-2

I am trying to print a string with the unicode characters "\u65e5\u672c\u8a9e\u6587\u5b57\u5217"

How can I print the same? Java converts the above string into non-readable format, as if it is using its default character conversion for unicode. How can I avoid it from happening?

I am running it on OS X.

Edit1: Please provide a solution without adding backslash

AkD
  • 427
  • 10
  • 19
  • Do you want to print `\u65e5...` or the corresponding unicode characters? – Ingo Jan 21 '13 at 22:22
  • I just want the string mentioned above to print as it is. Java tends to convert it once assigned directly yo a string. – AkD Jan 21 '13 at 22:27
  • 1
    It doesn't "tend to". That's how you specify Unicode literals inside Java source code. – Isaac Jan 21 '13 at 22:38
  • @AkD If you want to print just the string "as it is", what is the problem?
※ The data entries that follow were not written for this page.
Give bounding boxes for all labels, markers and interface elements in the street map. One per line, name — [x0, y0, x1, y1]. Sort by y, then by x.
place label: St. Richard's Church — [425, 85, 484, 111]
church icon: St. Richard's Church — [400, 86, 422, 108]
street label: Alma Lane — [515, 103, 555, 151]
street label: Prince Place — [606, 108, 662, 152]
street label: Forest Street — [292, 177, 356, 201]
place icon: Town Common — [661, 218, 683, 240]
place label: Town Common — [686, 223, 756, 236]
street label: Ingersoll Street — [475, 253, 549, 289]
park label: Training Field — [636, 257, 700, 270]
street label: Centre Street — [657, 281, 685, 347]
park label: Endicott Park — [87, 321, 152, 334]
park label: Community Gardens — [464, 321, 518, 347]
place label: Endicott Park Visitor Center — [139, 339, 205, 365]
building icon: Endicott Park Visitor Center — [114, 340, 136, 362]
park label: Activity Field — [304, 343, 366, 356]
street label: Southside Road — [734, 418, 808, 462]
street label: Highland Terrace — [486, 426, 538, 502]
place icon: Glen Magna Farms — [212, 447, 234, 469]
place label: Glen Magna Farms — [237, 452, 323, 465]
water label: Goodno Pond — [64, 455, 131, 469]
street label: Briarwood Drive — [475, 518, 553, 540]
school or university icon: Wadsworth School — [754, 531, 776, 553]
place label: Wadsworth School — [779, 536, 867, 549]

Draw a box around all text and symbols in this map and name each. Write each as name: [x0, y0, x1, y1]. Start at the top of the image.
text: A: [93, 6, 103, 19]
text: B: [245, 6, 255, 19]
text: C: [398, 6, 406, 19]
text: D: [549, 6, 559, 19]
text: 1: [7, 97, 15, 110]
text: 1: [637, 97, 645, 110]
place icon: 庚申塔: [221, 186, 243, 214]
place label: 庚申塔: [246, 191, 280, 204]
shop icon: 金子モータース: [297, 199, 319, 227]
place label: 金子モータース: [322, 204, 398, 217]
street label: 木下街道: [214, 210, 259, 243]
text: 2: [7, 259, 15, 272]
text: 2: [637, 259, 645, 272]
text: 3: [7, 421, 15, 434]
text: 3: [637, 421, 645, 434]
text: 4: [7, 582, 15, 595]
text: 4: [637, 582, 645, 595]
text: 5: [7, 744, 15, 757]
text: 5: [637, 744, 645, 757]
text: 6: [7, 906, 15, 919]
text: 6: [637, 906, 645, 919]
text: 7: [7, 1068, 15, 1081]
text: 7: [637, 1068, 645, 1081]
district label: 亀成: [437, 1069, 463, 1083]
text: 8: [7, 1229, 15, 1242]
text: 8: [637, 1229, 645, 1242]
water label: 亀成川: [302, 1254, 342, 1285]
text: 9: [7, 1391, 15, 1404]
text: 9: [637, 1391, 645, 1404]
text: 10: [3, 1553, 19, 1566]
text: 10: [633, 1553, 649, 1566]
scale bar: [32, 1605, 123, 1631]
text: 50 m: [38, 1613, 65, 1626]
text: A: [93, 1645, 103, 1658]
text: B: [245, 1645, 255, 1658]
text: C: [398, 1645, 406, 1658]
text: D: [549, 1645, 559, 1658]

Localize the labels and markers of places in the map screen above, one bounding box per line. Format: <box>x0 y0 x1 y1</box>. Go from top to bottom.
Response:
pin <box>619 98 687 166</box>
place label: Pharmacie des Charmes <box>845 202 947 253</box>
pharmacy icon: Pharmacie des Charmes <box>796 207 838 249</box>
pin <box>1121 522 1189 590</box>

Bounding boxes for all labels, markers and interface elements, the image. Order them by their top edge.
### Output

Perhaps that it is *not* what you think it is. – Ingo Jan 21 '13 at 22:46
  • 2
    It is not clear what you mean by "a string with the unicode characters." As you can see, many of us are confused as to whether you mean a string whose first character is `(char) 0x65e5` or a string whose first six characters are `{ '\\', 'u', '6', '5', 'e', '5' }`. You say "Java converts the above string into a non-readable format." What is the non-readable format? What are you seeing? – VGR Jan 22 '13 at 02:21
  • @VGR See the double quotes around the string. Assign this in java string object as String vgr = "\u65e5\u672c\u8a9e\u6587\u5b57\u5217" .Now try to do system.out.print . Let me know if you get the same string if yes , let me know your encoding font. Anyways I have tried with utf-8, 16 and cp420 encoding for far without success. I get something like "??? @" etc – AkD Jan 22 '13 at 22:13
  • By "have tried with utf-8, 16, and cp420" are you referring to something in your code? You should not need to specify an encoding anywhere. When I do `System.out.println("\u65e5\u672c\u8a9e\u6587\u5b57\u5217");` I see six CJK characters (on Linux, where my system locale is en_US.utf8). What do you see if you execute `javax.swing.JOptionPane.showMessageDialog(null, "\u65e5\u672c\u8a9e\u6587\u5b57\u5217");`? – VGR Jan 23 '13 at 11:54
  • @VGR Yes I am talking about doing it through code . My eclipse is pointing to a different font on Os X. Let me try changing that to UTF-8. – AkD Jan 23 '13 at 18:44
  • Please show us the line(s) of code where you specify an encoding. – VGR Jan 23 '13 at 22:24
  • Protobuff serializer was encoding by itself in upstream project. Thats the reason I had hard time figuring the issue. Many ppl face this issue. I dont understand why its was voted down , it took me sometime to figure this out since this chars did not make any sense. It was a genuine question. But thanks everyone for helping out. – AkD Sep 25 '13 at 20:37

3 Answers3

3

If you're trying to print exactly that then you need to escape your backslashes:

\\u65e5\\u672c\\u8a9e\\u6587\\u5b57\\u5217

Edit: If this is not ok, or even if it is, check out this answer - escapeJava from Apache commons sounds like it might be what you're looking for. Or maybe one of the escapeHtml methods? I'm not entirely sure if escapeJava will work for unicode.

Community
  • 1
  • 1
Jeff
  • 12,555
  • 5
  • 33
  • 60
  • this answer is wrong. There are no backslashes. The OP has a unicode string and wants to print the encoded version of it. – Dmitry B. Jan 21 '13 at 22:24
  • @DmitryBeransky Does he? That's not how I read the question, and he hasn't responded to Ingo's comment yet - If he says it's not what he wants I'll happily delete the answer. – Jeff Jan 21 '13 at 22:26
  • @Jeff well you have modified the string.Say I have millions of records with such format. Its not feasible to append backslash in front of all the characters. Do we have a way to let java to stop converting unicodes – AkD Jan 21 '13 at 22:31
  • @AkD See my edit - hopefully that will help? Edit: Of course, it's not ideal - it'll add overhead to printing them - but AFAIK there's no built in way of doing what you're asking. – Jeff Jan 21 '13 at 22:40
  • 1
    @AkD - if you have records with this format, than printing them is not a problem. The \uXXXX are only replaced in source code. – Ingo Jan 21 '13 at 22:48
0

escape your backslashes

String s = "\\u65e5\\u672c\\u8a9e\\u6587\\u5b57\\u5217";
fazhool
  • 121
  • 2
0

One could do the following for each character ch in the string:

  int c = ch;
  printf("\\u%04x", c);
Ingo
  • 36,037
  • 5
  • 53
  • 100